Ini memuncak dengan kisah surealis yang keras kepala, membingungkan tidak konsisten, tetapi pada akhirnya agak memperdaya tentang seorang pelukis yang bersedia mengorbankan segalanya untuk seninya.
Kitano, yang juga seorang seniman ulung, yang lukisannya secara teratur dipajang dalam film-filmnya, berhasil menusuk jantung pretensi artistik sambil secara bersamaan mencemooh absurditas yang melekat.
9. Potret Seorang Cantik (2008)
Pelukis era Joseon lainnya adalah subjek romansa sejarah sutradara Korea Jeon Yun-su, meskipun dengan sentuhan yang menyenangkan.
Diadaptasi dari novel laris Lee Jung-myung Painter of the Wind (2007), Portrait of a Beauty menunjukkan bahwa artis kontroversial Hyewon, pada kenyataannya, adalah seorang wanita yang menyamar sebagai pria dalam upaya untuk menjaga kehormatan keluarganya.
Kim Gyu-ri berperan sebagai artis, yang ditekan ke dalam penipuan oleh ayahnya yang dipermalukan, hanya untuk Hyewon juga jatuh busuk dari pihak berwenang karena sifat erotik dari pekerjaannya.
10. Nona Hokusai (2015)
Anime Keiichi Hara yang menggairahkan secara visual dan bergaya anakronistik mengikuti kehidupan dan karier Katsushika Oi, seorang seniman abad ke-19 di periode Edo Jepang, dan putri pelukis dan pembuat grafis terkenal Hokusai, yang terkenal karena penggambarannya yang jelas tentang ombak dan lanskap.
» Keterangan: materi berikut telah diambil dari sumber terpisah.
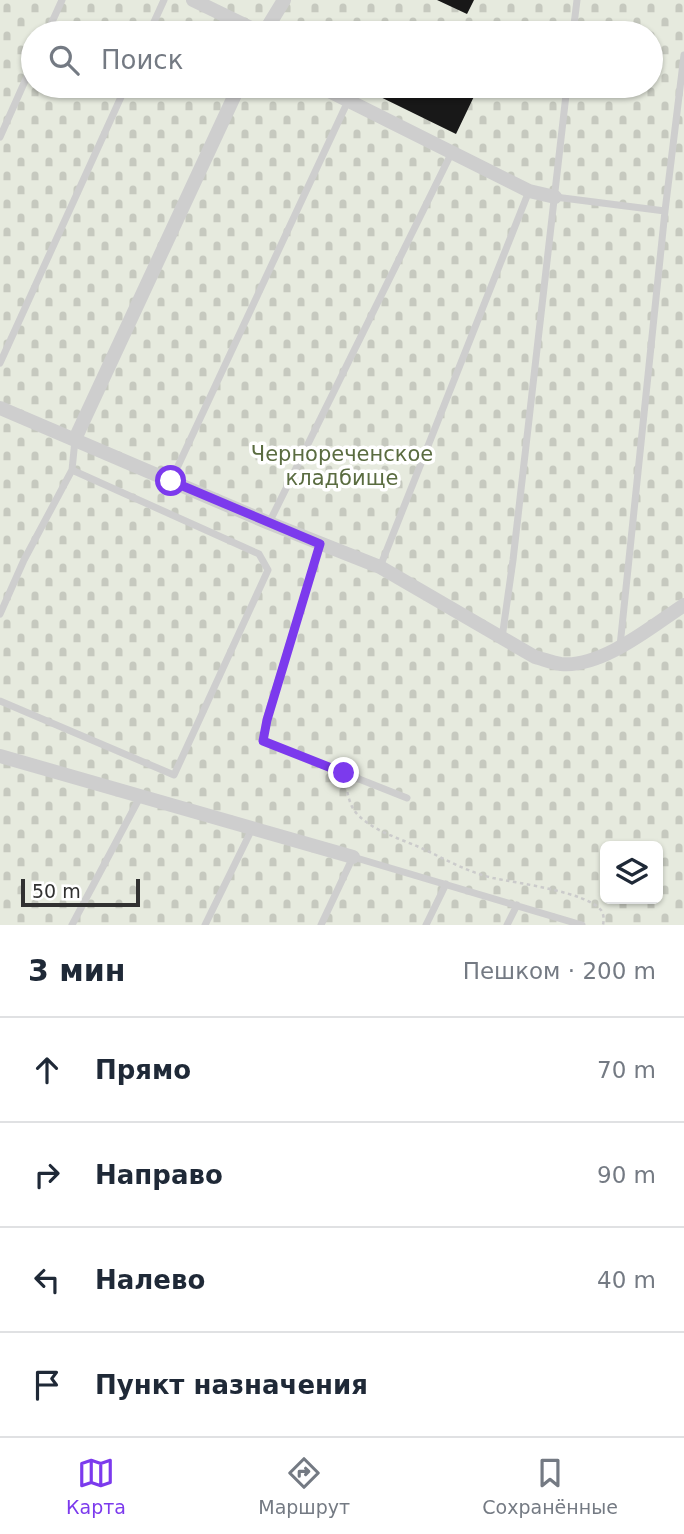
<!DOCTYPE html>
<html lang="ru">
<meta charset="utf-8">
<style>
:root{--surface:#fff;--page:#f2f2f3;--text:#1f2937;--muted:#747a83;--line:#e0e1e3;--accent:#7c3aed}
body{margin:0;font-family:"DejaVu Sans",sans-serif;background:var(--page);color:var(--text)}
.controls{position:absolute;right:21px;bottom:21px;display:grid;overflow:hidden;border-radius:10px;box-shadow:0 2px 5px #0004}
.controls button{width:63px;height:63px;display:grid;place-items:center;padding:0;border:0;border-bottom:2px solid var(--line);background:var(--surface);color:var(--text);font:35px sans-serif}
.scale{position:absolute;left:21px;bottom:18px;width:119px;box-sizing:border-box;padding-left:7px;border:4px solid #313131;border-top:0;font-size:19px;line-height:24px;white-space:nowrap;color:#313131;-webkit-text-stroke:5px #fff;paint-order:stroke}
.stop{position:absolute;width:21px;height:21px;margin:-16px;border:5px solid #7c3aed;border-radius:50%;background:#fff}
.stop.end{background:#7c3aed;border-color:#fff;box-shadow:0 2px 7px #0008}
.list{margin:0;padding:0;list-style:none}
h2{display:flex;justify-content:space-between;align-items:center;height:91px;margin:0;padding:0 28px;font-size:30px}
h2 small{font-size:23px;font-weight:400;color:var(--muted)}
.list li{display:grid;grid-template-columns:46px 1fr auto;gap:21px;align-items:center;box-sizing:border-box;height:105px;padding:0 28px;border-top:2px solid var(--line)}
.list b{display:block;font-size:26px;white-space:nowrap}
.list em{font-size:23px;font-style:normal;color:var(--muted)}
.icon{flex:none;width:38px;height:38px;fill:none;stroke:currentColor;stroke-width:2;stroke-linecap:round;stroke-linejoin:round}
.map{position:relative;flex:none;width:684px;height:925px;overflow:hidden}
.search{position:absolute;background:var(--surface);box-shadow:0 2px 5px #0004;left:21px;right:21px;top:21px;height:77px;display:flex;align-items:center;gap:18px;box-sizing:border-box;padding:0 24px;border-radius:38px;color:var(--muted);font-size:26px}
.sheet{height:511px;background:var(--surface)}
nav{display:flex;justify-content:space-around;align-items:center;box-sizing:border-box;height:98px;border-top:2px solid var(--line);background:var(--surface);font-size:19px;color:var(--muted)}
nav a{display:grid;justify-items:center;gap:4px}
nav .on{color:var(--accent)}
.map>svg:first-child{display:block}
</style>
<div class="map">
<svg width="684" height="925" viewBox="0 0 684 925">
<defs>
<pattern id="cemetery-stones" width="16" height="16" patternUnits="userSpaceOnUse" patternTransform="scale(1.75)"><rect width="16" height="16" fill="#e6eade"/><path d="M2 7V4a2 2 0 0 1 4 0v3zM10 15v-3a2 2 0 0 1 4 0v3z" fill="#c6c9bf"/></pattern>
</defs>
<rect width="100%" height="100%" fill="#fff"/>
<path fill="url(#cemetery-stones)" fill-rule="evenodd" d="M 0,0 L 684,0 L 684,925 L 0,925 ZM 33,33 L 651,33 L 651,86 L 33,86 ZM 605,846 L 658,846 L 658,899 L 605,899 Z"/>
<path fill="#181818" d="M 437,0 L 474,0 L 467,14 Z
M 358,86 L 430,86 L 440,91 L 442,86 L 479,86 L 456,134 Z"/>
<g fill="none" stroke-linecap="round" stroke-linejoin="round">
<path stroke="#cbcbcb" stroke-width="2.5" stroke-dasharray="3.5 3.5" stroke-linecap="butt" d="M 346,785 C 348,796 350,807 358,815 C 374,831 398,838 419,847 C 443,858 467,872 493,878 C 517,883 586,892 601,910 C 604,914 604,920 603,925"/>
<path stroke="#cecece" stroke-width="7" d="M 47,33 L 62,0
M 149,33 L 164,0
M 573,33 L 577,0
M 0,137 L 33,63
M 555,197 L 665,211
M 0,363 L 126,86
M 171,481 L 348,101
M 269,523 L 451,154
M 320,544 L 266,720 L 263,741 L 407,798
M 380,567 L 529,191
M 0,614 L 24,560 L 72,470 L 75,440
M 502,638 L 513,560 L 567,86
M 620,646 L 665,211 L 684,55
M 0,701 L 174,775 L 268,570 L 259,554 L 72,470
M 72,925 L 140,797
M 205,925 L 252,829
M 321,925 L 353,857 L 582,925
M 426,925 L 446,884
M 507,925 L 517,905"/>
<path stroke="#cecece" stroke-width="14" d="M 193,0 L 261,33
M 264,33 L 284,0
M 319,86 L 529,191 L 555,197
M 0,408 L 269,523 L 380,567 L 535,657 C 543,659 553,663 561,664 C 602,668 652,626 684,605
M 75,439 L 239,86
M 0,756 L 353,857"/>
</g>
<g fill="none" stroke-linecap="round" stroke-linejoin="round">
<path stroke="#7c3aed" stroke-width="9" d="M 171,481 L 320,544 L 267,720 L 263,741 L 344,773"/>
</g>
<g text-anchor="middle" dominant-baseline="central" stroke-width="7" stroke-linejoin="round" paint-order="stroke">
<g font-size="21" fill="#5a6c40" stroke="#fff">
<text x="342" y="454">Чернореченское<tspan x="342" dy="24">кладбище</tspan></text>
</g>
</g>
</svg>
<div class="controls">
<button><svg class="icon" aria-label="layers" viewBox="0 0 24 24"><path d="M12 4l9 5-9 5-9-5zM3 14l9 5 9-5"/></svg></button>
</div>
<div class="scale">50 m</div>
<div class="stop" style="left:171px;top:481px"></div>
<div class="stop end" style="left:344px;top:773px"></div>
<div class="search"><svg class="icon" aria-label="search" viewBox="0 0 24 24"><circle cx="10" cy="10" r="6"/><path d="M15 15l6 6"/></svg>Поиск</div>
</div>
<section class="sheet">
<h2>3 мин<small>Пешком · 200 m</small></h2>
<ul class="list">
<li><svg class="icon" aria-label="ahead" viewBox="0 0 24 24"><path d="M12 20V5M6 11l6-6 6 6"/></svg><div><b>Прямо</b></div><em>70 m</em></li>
<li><svg class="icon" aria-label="right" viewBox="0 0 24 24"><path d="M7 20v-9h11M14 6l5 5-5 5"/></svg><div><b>Направо</b></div><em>90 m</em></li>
<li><svg class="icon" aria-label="left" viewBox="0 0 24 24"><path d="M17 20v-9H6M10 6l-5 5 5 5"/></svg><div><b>Налево</b></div><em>40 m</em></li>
<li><svg class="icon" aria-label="arrive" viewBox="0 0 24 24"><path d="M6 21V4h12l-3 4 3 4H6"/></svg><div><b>Пункт назначения</b></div></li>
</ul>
</section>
<nav>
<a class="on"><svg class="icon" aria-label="map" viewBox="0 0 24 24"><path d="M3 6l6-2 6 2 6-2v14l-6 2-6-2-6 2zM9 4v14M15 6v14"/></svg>Карта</a>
<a><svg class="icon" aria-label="directions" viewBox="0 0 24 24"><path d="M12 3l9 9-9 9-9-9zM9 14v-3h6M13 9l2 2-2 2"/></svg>Маршрут</a>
<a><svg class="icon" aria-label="saved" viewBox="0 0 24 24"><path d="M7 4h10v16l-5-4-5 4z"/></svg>Сохранённые</a>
</nav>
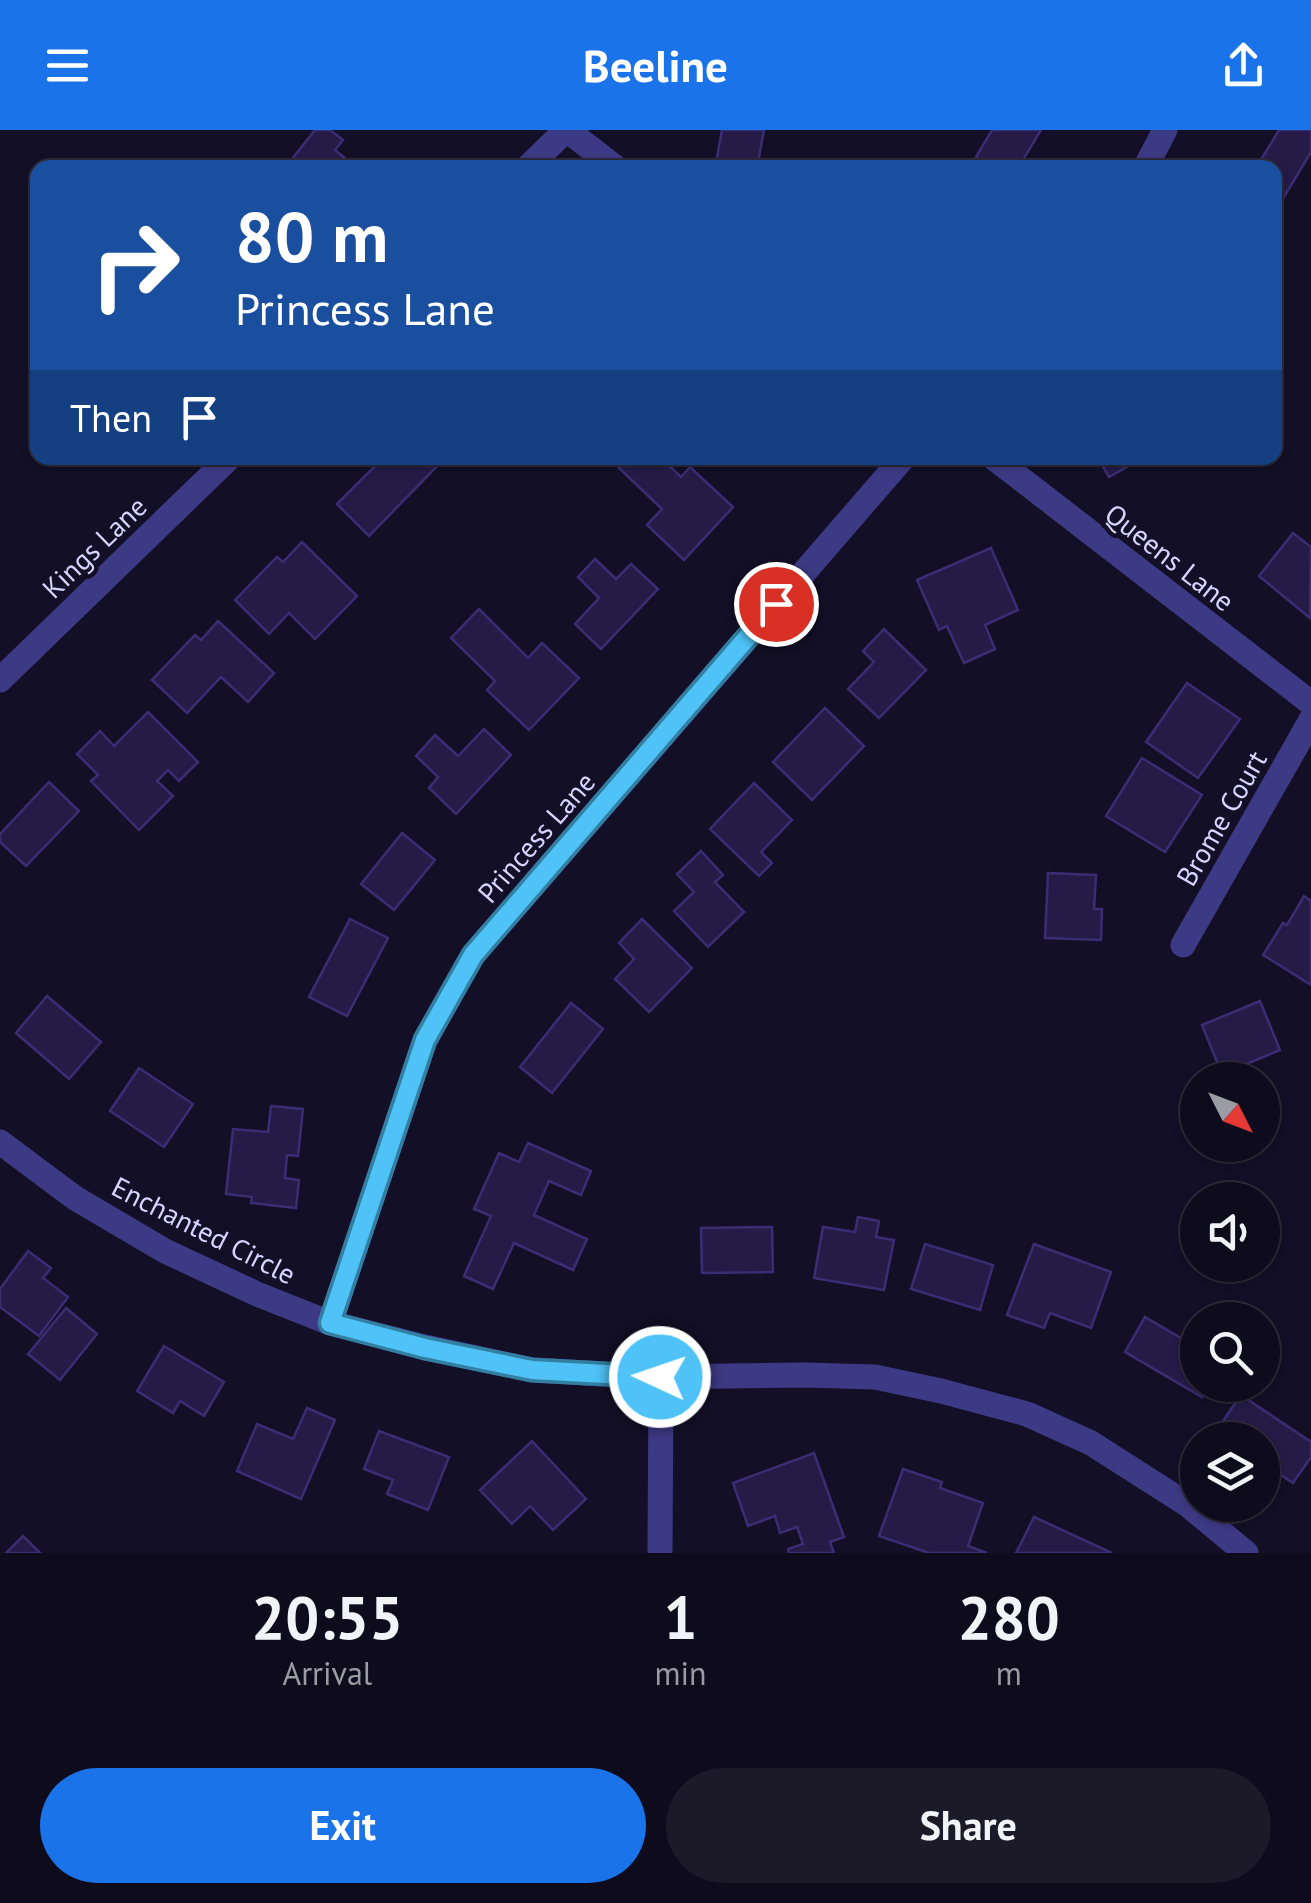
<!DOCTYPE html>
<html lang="en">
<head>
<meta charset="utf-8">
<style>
	:root { --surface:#0e0b1c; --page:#1c1929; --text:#f1f3f6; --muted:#9b9ba3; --line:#2e2b3b; --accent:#1a73e8 }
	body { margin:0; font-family:"PT Sans",sans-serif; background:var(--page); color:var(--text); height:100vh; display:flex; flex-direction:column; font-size:38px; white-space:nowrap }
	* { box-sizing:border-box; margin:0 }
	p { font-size:32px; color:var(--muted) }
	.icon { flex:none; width:55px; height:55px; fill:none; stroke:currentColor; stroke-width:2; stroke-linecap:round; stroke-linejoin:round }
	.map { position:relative; height:1423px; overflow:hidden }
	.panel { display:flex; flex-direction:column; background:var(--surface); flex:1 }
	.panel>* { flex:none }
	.hud { position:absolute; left:30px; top:30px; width:1252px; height:305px; border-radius:20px; box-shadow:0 2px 8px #0004,0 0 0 2px var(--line); background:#1a4fa0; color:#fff; overflow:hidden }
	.needle { width:65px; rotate:132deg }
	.buttons { position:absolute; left:1180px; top:932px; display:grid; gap:20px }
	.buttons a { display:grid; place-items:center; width:100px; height:100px; border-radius:50%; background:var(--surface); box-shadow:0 2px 8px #0004,0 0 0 2px var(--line); font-size:50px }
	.pin { position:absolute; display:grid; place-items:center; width:85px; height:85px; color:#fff; margin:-42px; border:5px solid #fff; border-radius:50%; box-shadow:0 2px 10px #0007 }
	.me { position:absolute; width:110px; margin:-55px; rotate:273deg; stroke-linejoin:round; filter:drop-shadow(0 0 8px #0008) }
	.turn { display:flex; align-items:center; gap:35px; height:210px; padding:0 40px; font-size:45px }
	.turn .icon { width:130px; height:130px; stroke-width:2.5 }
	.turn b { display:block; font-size:70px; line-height:85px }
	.then { display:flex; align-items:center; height:95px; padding:0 40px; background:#0003; gap:20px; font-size:38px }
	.eta { display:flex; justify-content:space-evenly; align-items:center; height:170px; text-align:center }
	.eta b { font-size:60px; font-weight:800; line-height:70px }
	.action { display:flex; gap:20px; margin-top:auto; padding:20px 40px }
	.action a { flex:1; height:115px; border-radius:60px; background:var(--accent); color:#fff; font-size:40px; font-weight:800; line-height:115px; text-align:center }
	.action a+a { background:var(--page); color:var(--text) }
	header { display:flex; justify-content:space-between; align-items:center; height:130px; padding:0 40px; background:var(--accent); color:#fff; font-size:45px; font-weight:800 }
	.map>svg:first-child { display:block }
</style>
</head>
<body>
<header><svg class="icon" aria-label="menu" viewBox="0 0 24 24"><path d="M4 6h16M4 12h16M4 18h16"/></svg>Beeline<svg class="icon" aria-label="share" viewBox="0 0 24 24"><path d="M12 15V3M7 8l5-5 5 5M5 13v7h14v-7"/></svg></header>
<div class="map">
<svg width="1311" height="1423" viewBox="0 0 1311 1423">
	<rect width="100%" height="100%" fill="#130f26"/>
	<g fill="#241b47" stroke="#3b2d73" stroke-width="2.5">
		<path d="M315,0H330L343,10L335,20L357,38H285Z"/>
		<path d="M722,0H764L757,38H715Z"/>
		<path d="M992,0H1041L1018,38H992L976,27Z"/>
		<path d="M1279,0H1311V22L1275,82V38H1256Z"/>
		<path d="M383,328H441L443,330L369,406L337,374Z"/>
		<path d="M630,328H661L681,347L690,337L733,377L684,430L647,395L662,379L619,338Z"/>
		<path d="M1098,328H1142L1109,347Z"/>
		<path d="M1293,403L1311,417L1310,488L1259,446Z"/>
		<path d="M302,412L357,466L315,509L289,483L269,504L235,470L277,427L283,432Z"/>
		<path d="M991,418L1018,480L985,495L995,519L964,533L947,496L939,500L917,450Z"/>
		<path d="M595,429L616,449L631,434L658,459L601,519L575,494L599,468L578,447Z"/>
		<path d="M479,479L528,528L542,513L579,548L529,600L487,560L495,551L451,508Z"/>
		<path d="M218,491L274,543L248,572L221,547L187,583L152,550L195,505L201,510Z"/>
		<path d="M884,499L926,540L879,588L848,559L874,532L863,521Z"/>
		<path d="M1187,553L1240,589L1198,648L1146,612Z"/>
		<path d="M825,578L864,616L812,670L773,632Z"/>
		<path d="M148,582L198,632L179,651L168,640L157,651L173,666L139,700L91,651L98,645L77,624L100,601L114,616Z"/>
		<path d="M484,599L511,625L456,684L429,658L438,647L416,626L435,605L458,626Z"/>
		<path d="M1142,628L1202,665L1165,722L1106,686Z"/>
		<path d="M49,652L79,681L26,736L0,712V704Z"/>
		<path d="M754,653L792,690L761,722L772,733L759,746L710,699Z"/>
		<path d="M402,703L435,730L394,780L361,754Z"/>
		<path d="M701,721L723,745L715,752L744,782L708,817L674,781L694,762L677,744Z"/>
		<path d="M1048,743L1096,745L1094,779H1102L1101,810L1045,808Z"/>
		<path d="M1304,766L1311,771V855L1263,825L1283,793L1287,795Z"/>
		<path d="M350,789L388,808L347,886L309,867Z"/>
		<path d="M642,789L692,838L649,882L615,849L634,829L619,813Z"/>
		<path d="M47,866L101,912L69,949L16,903Z"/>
		<path d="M1260,871L1280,920L1222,944L1202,895Z"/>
		<path d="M571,873L603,899L552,963L520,937Z"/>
		<path d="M139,938L193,974L164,1017L110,981Z"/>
		<path d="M271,976L303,979L298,1026L287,1025L285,1048L299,1050L296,1078L251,1073L252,1067L226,1064L233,999L268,1002Z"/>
		<path d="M528,1013L591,1041L581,1065L549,1051L534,1085L587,1109L573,1140L514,1113L493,1159L464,1146L491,1086L474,1079L499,1023L519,1032Z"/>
		<path d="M858,1087L879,1091L876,1107L894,1110L884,1160L814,1148L823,1097L855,1102Z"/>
		<path d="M772,1097L773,1142L702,1143L701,1098Z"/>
		<path d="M925,1114L993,1135L980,1180L911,1159Z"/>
		<path d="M1034,1114L1111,1142L1091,1198L1050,1183L1044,1198L1007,1185Z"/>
		<path d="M28,1121L51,1138L43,1148L68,1167L39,1206L0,1177V1159Z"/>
		<path d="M66,1178L97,1204L60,1250L28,1224Z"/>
		<path d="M1145,1187L1198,1218V1255H1210L1202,1267L1125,1222Z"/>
		<path d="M164,1216L224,1252L204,1286L180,1271L173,1283L137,1261Z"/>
		<path d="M1241,1265L1311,1312V1327L1293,1353L1262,1332V1310H1230L1216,1301Z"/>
		<path d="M307,1278L335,1290L301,1369L237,1341L257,1294L293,1309Z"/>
		<path d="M379,1301L449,1327L428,1380L387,1364L393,1350L364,1339Z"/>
		<path d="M532,1311L586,1369L553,1400L530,1376L512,1394L480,1360Z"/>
		<path d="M814,1323L844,1407L830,1412L834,1423H789L788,1419L803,1414L797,1397L780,1403L775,1386L748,1396L733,1353Z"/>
		<path d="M903,1339L942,1352L940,1358L983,1373L968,1416L987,1423H929L879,1406Z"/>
		<path d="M1034,1387L1112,1423H1016Z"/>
		<path d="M23,1406L40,1423H6Z"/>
	</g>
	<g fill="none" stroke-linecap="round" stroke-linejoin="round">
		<g stroke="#3d3a85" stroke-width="25">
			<path d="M567,0L616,38"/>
			<path d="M527,38L566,0"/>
			<path d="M1145,38L1165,0"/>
			<path d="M994,328L1311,573"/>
			<path d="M0,550L229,328"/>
			<path d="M1183,815L1311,590"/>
			<path d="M0,1012L75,1068L165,1121L257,1164L330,1193L425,1217L532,1240L661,1247L805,1245L875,1247L941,1261L1027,1284L1091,1313L1188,1375L1246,1423"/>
			<path d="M330,1193L425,910L473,825L903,328"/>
			<path d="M660,1423L661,1247"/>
		</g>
	</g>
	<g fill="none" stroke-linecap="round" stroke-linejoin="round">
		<g stroke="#337fa1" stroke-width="25">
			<path id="route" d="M660,1247L532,1240L425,1218L330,1193L425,910L473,825L776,474"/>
		</g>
		<use href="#route" stroke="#4fc3f7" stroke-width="18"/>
	</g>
	<g text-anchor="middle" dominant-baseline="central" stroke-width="9" stroke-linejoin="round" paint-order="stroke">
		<g font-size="28" fill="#d9d4ff" stroke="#130f26">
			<text transform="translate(94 417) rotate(-44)">Kings Lane</text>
			<text transform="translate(1170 427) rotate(38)">Queens Lane</text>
			<text transform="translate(1221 688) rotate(-60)">Brome Court</text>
			<text transform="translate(536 707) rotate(-49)">Princess Lane</text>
			<text transform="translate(204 1100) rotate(27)">Enchanted Circle</text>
		</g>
	</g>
</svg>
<div class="buttons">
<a><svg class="needle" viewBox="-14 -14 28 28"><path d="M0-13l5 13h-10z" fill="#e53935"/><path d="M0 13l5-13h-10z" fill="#9b9ba3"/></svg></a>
<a><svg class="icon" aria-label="sound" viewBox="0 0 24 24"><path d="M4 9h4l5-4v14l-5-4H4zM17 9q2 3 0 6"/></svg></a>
<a><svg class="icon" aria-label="search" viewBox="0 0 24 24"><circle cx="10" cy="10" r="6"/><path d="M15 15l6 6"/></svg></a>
<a><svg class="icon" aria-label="layers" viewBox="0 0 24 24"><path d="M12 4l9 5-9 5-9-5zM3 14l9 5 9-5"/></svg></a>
</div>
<div class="pin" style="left:776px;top:474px;background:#d93025"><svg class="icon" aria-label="arrive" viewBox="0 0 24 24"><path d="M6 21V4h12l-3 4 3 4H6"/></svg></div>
<svg class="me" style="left:660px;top:1247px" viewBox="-20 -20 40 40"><circle r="17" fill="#4fc3f7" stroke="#fff" stroke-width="3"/><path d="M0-11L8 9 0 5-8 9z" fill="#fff"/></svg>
<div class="hud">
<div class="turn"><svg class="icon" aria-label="right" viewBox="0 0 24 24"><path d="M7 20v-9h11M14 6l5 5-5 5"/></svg><div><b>80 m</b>Princess Lane</div></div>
<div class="then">Then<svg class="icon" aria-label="arrive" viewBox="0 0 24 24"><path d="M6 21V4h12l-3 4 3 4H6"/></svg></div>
</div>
</div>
<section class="panel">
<div class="eta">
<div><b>20:55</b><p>Arrival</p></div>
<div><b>1</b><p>min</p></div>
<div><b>280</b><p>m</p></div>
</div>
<div class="action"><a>Exit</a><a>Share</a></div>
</section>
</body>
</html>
Disuarakan oleh Anne Watanabe, O-Ei, begitu wanita muda itu dikenal, tinggal bersama ayahnya, dan karena minum dan main perempuan, sering dibiarkan menyelesaikan lukisannya sendiri.
Diadaptasi dari manga karya Hanako Sugiura, film ini dengan indah memadukan fakta sejarah dengan unsur-unsur fantastis, seperti yang digambarkan di seluruh karya daling wanita itu.